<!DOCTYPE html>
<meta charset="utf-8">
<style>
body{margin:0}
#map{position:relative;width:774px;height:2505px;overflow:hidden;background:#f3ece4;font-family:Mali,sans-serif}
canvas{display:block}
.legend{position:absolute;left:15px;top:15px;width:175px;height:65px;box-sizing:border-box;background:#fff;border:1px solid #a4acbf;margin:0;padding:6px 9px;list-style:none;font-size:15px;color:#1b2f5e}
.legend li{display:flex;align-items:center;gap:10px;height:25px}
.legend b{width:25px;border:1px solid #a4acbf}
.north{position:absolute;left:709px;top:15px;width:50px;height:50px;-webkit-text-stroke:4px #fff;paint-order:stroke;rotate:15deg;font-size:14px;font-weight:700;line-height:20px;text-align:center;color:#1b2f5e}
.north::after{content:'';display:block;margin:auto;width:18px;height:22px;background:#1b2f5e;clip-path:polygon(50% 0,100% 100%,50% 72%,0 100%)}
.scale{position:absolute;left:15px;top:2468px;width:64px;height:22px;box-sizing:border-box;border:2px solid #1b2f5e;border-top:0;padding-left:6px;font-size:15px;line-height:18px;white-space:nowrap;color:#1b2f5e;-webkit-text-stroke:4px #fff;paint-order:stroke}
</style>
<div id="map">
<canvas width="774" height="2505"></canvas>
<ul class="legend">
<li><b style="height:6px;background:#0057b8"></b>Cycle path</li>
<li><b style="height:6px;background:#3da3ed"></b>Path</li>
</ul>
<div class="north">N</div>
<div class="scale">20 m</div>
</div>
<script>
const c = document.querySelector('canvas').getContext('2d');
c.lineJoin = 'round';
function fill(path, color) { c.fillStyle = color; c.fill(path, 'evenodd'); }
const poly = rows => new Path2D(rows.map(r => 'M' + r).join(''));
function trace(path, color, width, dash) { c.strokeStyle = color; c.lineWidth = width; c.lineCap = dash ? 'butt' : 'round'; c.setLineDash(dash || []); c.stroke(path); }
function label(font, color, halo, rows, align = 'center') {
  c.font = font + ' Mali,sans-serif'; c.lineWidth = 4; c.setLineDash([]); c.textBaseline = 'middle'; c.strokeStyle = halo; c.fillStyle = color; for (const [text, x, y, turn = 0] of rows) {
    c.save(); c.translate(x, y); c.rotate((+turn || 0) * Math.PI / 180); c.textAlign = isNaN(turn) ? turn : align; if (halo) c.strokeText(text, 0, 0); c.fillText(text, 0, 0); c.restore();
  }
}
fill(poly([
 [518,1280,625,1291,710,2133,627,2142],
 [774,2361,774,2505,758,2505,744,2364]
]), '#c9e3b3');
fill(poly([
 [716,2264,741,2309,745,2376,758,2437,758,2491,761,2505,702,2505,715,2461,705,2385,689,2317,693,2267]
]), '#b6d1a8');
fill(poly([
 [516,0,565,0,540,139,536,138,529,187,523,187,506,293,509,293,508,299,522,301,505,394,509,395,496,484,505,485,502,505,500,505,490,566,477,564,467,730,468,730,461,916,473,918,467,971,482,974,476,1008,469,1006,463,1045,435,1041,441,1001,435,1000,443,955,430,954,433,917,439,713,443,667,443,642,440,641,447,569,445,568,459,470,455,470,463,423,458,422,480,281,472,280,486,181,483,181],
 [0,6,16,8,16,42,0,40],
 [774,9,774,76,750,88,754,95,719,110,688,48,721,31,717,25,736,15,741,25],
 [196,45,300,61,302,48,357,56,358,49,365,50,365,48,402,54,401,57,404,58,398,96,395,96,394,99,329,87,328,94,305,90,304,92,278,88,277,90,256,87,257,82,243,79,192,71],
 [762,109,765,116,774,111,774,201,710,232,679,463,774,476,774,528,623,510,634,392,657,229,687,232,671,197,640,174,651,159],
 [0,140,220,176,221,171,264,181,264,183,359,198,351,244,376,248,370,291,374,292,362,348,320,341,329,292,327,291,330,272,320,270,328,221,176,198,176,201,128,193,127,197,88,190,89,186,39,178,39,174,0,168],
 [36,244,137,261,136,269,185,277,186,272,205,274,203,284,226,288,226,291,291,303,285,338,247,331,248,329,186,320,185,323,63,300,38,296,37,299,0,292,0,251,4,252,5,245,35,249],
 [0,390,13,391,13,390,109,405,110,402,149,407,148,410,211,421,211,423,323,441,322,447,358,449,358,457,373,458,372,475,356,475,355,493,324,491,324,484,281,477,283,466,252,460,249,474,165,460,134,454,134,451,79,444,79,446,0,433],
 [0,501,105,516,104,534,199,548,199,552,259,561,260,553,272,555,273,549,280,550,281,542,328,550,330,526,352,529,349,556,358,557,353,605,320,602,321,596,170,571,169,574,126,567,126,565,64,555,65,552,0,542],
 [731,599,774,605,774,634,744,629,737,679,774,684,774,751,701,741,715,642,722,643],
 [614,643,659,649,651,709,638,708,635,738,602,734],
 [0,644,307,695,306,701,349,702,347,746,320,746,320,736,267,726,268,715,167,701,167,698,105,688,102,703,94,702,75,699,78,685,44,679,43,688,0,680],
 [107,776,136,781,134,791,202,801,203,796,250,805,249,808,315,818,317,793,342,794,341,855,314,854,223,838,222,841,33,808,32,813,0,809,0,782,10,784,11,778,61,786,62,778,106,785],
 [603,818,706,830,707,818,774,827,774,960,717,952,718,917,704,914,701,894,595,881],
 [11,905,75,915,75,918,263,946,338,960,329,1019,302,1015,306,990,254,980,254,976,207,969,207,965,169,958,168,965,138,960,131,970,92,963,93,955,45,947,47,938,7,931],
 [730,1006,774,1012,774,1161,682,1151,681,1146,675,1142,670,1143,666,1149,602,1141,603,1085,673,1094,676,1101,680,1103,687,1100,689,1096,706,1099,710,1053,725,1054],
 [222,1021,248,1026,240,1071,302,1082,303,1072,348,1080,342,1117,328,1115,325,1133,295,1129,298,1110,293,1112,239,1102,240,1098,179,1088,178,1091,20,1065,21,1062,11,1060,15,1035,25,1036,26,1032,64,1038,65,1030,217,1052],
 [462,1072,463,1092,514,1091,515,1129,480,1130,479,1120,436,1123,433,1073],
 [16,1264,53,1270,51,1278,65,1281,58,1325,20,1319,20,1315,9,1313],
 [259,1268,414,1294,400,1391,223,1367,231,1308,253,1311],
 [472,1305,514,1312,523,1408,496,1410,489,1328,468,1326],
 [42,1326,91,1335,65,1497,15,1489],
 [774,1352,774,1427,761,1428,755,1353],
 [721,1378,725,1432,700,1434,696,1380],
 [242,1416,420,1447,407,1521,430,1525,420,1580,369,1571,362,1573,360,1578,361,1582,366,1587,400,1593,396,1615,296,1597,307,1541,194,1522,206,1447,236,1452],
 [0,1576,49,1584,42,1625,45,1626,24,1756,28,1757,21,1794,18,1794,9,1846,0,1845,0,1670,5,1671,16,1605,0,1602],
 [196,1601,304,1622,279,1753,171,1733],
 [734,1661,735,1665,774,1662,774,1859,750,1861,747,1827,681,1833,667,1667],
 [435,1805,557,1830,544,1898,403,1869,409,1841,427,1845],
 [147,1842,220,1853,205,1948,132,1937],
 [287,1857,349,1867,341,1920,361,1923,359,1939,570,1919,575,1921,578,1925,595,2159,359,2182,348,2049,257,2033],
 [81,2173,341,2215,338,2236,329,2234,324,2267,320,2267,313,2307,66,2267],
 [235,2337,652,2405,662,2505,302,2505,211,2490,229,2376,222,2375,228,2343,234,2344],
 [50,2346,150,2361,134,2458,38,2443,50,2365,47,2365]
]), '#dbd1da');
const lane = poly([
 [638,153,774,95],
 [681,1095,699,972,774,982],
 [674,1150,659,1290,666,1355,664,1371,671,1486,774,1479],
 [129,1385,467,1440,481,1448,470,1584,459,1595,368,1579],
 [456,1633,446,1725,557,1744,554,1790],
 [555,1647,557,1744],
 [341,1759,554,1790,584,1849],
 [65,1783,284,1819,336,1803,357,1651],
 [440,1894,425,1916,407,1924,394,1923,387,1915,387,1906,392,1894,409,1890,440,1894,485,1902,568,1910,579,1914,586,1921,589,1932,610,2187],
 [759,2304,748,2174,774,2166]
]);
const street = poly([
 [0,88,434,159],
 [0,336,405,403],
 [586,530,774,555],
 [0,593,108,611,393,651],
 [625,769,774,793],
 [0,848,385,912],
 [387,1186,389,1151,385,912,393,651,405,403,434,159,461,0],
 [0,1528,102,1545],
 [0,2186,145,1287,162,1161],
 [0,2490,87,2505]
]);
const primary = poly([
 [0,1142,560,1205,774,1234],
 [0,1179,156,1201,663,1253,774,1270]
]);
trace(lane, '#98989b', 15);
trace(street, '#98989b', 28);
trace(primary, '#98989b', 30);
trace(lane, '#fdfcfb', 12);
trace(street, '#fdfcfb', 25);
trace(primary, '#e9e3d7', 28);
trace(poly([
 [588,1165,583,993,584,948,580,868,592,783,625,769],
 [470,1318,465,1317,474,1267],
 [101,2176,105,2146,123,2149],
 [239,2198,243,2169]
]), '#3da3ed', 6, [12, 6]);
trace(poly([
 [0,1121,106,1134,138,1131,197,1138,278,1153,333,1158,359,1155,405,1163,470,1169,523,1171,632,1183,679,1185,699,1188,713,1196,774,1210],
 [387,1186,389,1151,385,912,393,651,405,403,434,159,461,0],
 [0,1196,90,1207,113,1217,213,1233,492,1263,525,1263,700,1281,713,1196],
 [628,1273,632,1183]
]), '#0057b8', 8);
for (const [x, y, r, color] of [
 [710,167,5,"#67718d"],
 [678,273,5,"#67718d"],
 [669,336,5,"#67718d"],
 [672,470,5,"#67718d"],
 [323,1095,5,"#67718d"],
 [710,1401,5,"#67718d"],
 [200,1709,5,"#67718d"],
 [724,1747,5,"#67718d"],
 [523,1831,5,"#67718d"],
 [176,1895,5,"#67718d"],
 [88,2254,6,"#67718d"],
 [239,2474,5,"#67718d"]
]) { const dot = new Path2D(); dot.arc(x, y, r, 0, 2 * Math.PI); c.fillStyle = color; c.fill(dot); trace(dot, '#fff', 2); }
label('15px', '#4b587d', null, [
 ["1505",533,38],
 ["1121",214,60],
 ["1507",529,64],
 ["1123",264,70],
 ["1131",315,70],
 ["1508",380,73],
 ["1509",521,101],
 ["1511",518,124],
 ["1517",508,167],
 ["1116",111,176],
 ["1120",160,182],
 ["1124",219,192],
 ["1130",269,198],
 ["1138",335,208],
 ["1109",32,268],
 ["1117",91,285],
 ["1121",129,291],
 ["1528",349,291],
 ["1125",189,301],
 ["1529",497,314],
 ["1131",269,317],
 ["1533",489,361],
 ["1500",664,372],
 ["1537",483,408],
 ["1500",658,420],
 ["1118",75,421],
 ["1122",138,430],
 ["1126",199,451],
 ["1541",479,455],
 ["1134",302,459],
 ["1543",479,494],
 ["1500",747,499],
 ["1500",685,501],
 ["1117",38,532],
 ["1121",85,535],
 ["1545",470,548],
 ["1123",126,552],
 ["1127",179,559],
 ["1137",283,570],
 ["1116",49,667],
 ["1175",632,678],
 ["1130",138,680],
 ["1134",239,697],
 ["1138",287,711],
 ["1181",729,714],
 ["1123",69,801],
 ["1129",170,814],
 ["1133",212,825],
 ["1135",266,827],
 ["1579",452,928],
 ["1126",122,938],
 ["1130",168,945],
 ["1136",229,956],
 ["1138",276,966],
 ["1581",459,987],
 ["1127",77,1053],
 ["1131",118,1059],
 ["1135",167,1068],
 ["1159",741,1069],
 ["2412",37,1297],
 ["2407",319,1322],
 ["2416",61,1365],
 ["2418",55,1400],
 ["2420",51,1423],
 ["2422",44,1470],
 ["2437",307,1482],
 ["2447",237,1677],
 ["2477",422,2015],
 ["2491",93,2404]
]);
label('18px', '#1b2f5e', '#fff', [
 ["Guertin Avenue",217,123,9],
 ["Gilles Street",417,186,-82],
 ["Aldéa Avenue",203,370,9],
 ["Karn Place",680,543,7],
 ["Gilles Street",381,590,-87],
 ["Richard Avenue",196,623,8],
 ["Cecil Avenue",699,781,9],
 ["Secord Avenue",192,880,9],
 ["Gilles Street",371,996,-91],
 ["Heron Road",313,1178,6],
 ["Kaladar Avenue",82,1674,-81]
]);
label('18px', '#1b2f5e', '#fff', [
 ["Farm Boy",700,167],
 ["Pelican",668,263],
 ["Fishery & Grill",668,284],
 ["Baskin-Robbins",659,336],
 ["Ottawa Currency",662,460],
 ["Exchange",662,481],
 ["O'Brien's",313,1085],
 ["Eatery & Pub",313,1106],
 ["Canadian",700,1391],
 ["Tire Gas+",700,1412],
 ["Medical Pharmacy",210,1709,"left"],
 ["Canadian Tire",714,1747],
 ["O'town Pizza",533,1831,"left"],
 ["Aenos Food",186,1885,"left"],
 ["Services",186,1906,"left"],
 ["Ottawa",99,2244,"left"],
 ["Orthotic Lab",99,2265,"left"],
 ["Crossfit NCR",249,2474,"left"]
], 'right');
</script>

******

INSTRUCTIONS FOR THE TASK -
For the material above, reproduce exactly the lines from the line with "const poly = rows" to the line with "c.save(); c.translate(x, y);", inclusive, and exclude all others.

RESULT OF THE TASK -
const poly = rows => new Path2D(rows.map(r => 'M' + r).join(''));
function trace(path, color, width, dash) { c.strokeStyle = color; c.lineWidth = width; c.lineCap = dash ? 'butt' : 'round'; c.setLineDash(dash || []); c.stroke(path); }
function label(font, color, halo, rows, align = 'center') {
  c.font = font + ' Mali,sans-serif'; c.lineWidth = 4; c.setLineDash([]); c.textBaseline = 'middle'; c.strokeStyle = halo; c.fillStyle = color; for (const [text, x, y, turn = 0] of rows) {
    c.save(); c.translate(x, y); c.rotate((+turn || 0) * Math.PI / 180); c.textAlign = isNaN(turn) ? turn : align; if (halo) c.strokeText(text, 0, 0); c.fillText(text, 0, 0); c.restore();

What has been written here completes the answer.